Ask anyone who attended the Seeing With Animals portion of the Living With Animals conference in March, and they’ll likely tell you the most stand-out talk was Maria Lux’s “Eat, Drink, and Be Merry: Unforeseen Consequences of Co-existence with Vultures, Fruit Bats, and Viruses.” This project and all its components are so intentional, well researched and executed, fascinating conceptually, and mind-blowing visually. The work speaks of wealth, feasting, and prosperity alongside the inevitability of death, while featuring the intertwining stories of vultures, fruit bats and viruses. I learned so much during this 15-minute presentation, and I’m so glad to know about Maria’s vast range of incredible artwork. Be sure to check out her website for much more.

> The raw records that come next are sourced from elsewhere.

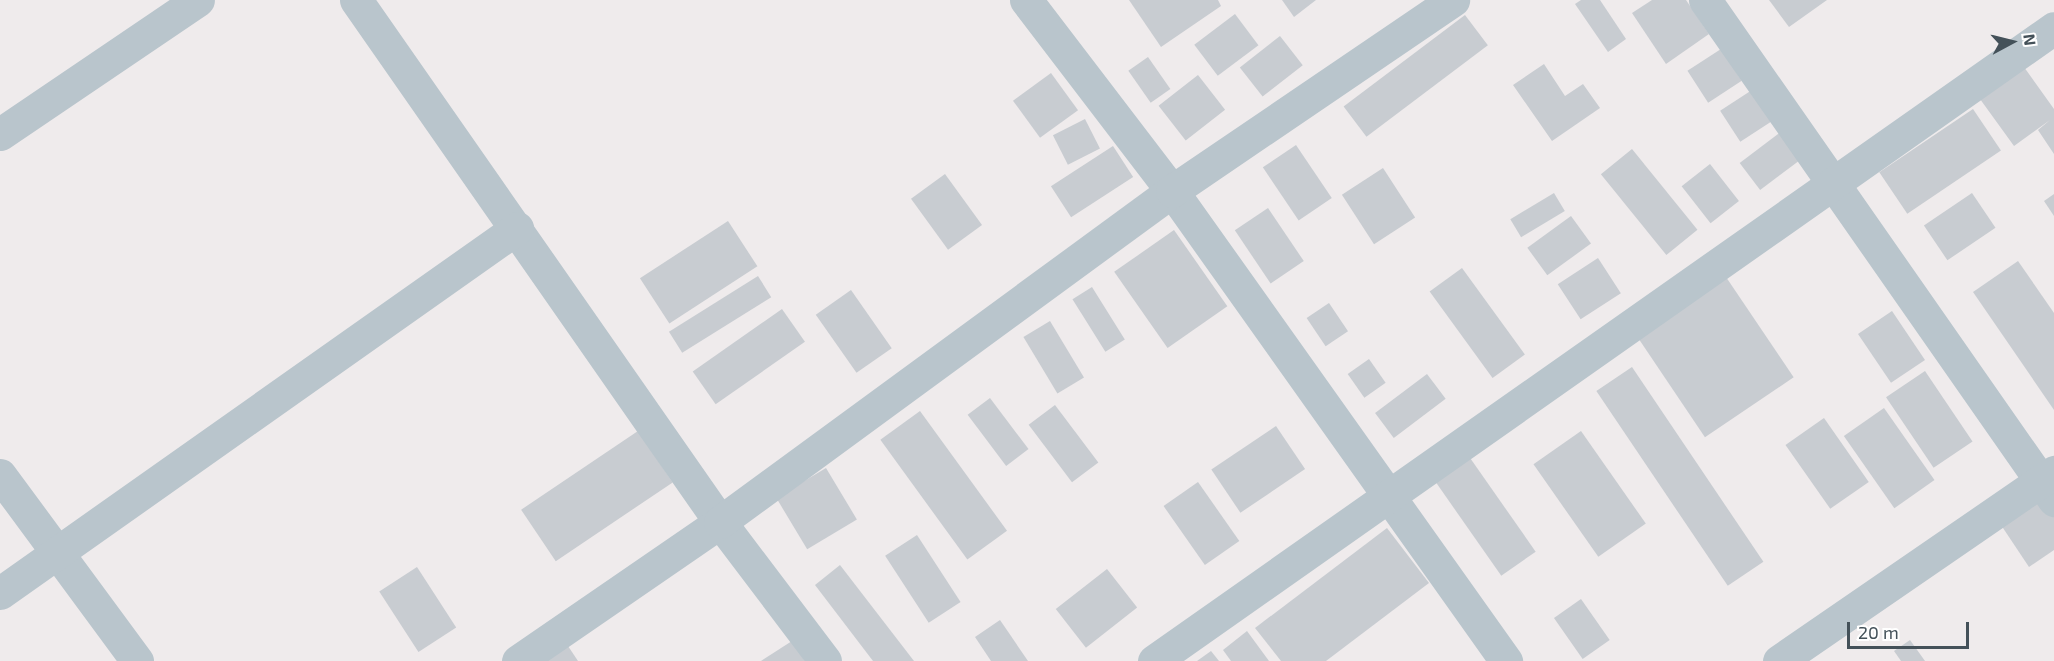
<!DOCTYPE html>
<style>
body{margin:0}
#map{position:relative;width:2054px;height:661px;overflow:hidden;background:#efebec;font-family:"Exo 2",sans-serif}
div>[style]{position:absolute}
.building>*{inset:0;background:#c8ccd1;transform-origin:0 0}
.street>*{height:33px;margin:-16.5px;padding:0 16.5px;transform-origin:16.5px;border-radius:16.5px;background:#b9c5cc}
span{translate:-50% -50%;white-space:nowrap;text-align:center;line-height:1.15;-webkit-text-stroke:4.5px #fff;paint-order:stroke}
.north{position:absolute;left:1982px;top:12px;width:60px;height:60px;-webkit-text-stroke:4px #fff;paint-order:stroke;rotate:83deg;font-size:16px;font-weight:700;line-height:24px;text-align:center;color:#445159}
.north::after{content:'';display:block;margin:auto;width:21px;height:27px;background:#445159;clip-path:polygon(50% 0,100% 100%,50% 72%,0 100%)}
.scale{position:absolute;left:1847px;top:622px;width:122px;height:27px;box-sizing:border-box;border:3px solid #445159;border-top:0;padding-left:8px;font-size:18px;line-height:21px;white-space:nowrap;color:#445159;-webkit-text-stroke:4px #fff;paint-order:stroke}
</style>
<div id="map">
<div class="building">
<div style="clip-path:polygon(1129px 0,1218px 0,1221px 6px,1161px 47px)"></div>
<div style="clip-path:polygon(1282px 0,1316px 0,1294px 17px)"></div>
<div style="clip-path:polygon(1581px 0,1600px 0,1626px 39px,1608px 52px,1575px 4px)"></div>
<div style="clip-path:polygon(1652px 0,1686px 0,1709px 34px,1666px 64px,1632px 13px)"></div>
<div style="clip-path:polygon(1769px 0,1827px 0,1789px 27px)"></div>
<div style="left:1235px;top:14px;width:39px;height:51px;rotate:53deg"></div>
<div style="left:1465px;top:15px;width:38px;height:152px;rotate:53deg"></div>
<div style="left:1280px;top:36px;width:37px;height:51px;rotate:52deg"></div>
<div style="left:1721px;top:49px;width:38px;height:40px;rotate:57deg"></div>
<div style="left:1148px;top:57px;width:39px;height:24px;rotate:55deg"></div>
<div style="clip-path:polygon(1544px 64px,1565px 96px,1583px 84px,1600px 108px,1552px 141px,1513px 85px)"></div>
<div style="clip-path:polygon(2024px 67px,2054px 109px,2054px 154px,2038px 130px,2050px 120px,2014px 146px,1980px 99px)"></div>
<div style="left:1051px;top:73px;width:46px;height:47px;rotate:54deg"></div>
<div style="left:1198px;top:75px;width:44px;height:50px;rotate:52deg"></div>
<div style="left:1752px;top:90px;width:37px;height:38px;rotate:57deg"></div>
<div style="left:1973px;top:109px;width:50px;height:113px;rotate:56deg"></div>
<div style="left:1085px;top:119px;width:33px;height:36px;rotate:63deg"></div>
<div style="left:1782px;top:131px;width:34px;height:53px;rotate:53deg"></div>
<div style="left:1296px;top:145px;width:64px;height:40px;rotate:56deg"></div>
<div style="left:1113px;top:146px;width:37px;height:74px;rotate:57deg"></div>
<div style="left:1632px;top:149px;width:104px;height:40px;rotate:51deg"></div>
<div style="left:1710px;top:164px;width:47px;height:36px;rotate:52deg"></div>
<div style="left:1383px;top:168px;width:59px;height:49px;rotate:57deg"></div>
<div style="left:945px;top:174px;width:63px;height:42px;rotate:54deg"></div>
<div style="left:1554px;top:193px;width:21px;height:51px;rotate:59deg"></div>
<div style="left:1972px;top:193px;width:42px;height:58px;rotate:56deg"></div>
<div style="clip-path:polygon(2054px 194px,2054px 216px,2044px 201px)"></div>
<div style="left:1268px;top:208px;width:64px;height:40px;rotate:56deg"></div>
<div style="left:1571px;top:216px;width:34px;height:54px;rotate:54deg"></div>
<div style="left:728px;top:221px;width:54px;height:105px;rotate:57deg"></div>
<div style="left:1174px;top:230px;width:93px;height:73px;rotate:55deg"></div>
<div style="left:1598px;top:258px;width:42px;height:48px;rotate:57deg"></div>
<div style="clip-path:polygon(2018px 261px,2054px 313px,2054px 410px,1973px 292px)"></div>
<div style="left:1462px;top:268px;width:107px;height:40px;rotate:54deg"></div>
<div style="left:758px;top:276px;width:25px;height:105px;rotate:58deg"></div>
<div style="left:1726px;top:277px;width:121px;height:107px;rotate:56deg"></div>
<div style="left:1092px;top:287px;width:62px;height:23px;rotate:58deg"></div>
<div style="left:851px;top:290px;width:71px;height:43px;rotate:55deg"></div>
<div style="left:1329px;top:303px;width:34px;height:27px;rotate:56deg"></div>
<div style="left:782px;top:309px;width:40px;height:109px;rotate:55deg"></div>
<div style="left:1892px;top:311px;width:59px;height:41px;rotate:56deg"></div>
<div style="left:1050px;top:321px;width:66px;height:31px;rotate:59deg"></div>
<div style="left:1369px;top:359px;width:29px;height:26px;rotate:55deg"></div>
<div style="left:1632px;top:367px;width:235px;height:43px;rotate:56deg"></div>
<div style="left:1925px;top:371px;width:85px;height:47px;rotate:56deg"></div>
<div style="left:1427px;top:374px;width:31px;height:65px;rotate:53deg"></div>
<div style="left:990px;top:398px;width:64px;height:28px;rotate:53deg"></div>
<div style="left:1055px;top:405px;width:72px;height:33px;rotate:53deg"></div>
<div style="left:1884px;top:408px;width:88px;height:49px;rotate:55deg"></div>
<div style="left:920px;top:411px;width:148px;height:49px;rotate:54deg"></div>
<div style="left:1824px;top:418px;width:78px;height:47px;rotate:55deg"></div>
<div style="left:1276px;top:426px;width:52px;height:78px;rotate:56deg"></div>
<div style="left:638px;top:431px;width:62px;height:141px;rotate:56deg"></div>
<div style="left:1581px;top:431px;width:113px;height:58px;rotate:55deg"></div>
<div style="left:1468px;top:455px;width:118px;height:42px;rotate:55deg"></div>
<div style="left:826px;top:468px;width:60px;height:58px;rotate:59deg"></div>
<div style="left:1198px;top:482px;width:72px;height:42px;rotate:55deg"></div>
<div style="clip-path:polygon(2042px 497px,2054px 514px,2054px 550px,2029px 567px,2001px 525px)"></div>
<div style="clip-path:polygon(1387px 528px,1429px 583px,1326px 661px,1281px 661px,1255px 628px)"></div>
<div style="left:917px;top:535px;width:80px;height:38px;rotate:57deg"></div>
<div style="clip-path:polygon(840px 565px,914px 661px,873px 661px,815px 585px)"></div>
<div style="left:417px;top:567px;width:72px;height:45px;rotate:57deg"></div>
<div style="left:1107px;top:569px;width:49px;height:65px;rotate:52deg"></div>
<div style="left:1581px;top:599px;width:50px;height:33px;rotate:55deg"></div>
<div style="clip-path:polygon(1000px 620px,1028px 661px,991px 661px,975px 637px)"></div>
<div style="clip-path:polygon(1247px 631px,1269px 661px,1231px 661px,1223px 650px)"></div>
<div style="clip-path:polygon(1910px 640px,1925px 661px,1901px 661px,1894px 651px)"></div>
<div style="clip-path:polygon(792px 641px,805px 661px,761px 661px)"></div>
<div style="clip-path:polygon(568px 646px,578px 661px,545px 661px)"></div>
<div style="clip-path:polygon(1211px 651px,1219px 661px,1197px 661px)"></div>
</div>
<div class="street">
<div style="left:356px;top:0;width:636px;rotate:55.11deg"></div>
<div style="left:720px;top:522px;width:174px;rotate:52.9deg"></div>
<div style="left:1026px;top:0;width:240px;rotate:52.6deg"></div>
<div style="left:1172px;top:191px;width:577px;rotate:54.6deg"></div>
<div style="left:1705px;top:0;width:610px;rotate:55.08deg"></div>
<div style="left:0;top:134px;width:239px;rotate:-34.1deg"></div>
<div style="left:0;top:475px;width:231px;rotate:53.6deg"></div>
<div style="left:0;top:593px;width:633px;rotate:-35.22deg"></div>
<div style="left:518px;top:661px;width:245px;rotate:-34.5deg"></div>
<div style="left:720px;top:522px;width:560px;rotate:-36.22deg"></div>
<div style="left:1172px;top:191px;width:340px;rotate:-34.2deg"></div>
<div style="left:1154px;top:661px;width:1100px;rotate:-35.12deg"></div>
<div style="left:1779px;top:661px;width:334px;rotate:-34.5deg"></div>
</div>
<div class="north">N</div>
<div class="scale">20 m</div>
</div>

From the artist’s statement: I make installation-based works that center on the way animals are used to generate human knowledge and understanding. As both familiar and alien, animals often come to serve as the boundary against which humans create our own sense of identity – efforts which play out through both historical and urgently current concerns. Histories and philosophies of science, the optimism and fantasy that accompanies empirical study, animals at the borders of the human and the machine, technologies of domestication, and invasive species are recurring topics in my practice. I work across disciplines, building projects around existing research and stories from fields such as evolutionary biology, medicine, agriculture, history, literature, film, and anthropology. Conveying this variety of information entails using a variety of materials and processes. My work spans from traditional drawings and paintings, dioramas, and museum-style display cases, to large-scale carving, casting, or sewing. The installations sometimes leverage the conventions of natural history or science museums, and regularly use found and modified objects, quoted articles and texts, or graphs and charts. I place myself within a context of both art-worlds and scholarly discussions, and I see my work as part of a larger dialogue about the unique qualities of both animals and art-making that can lead us to new ways to think and new ways of knowing.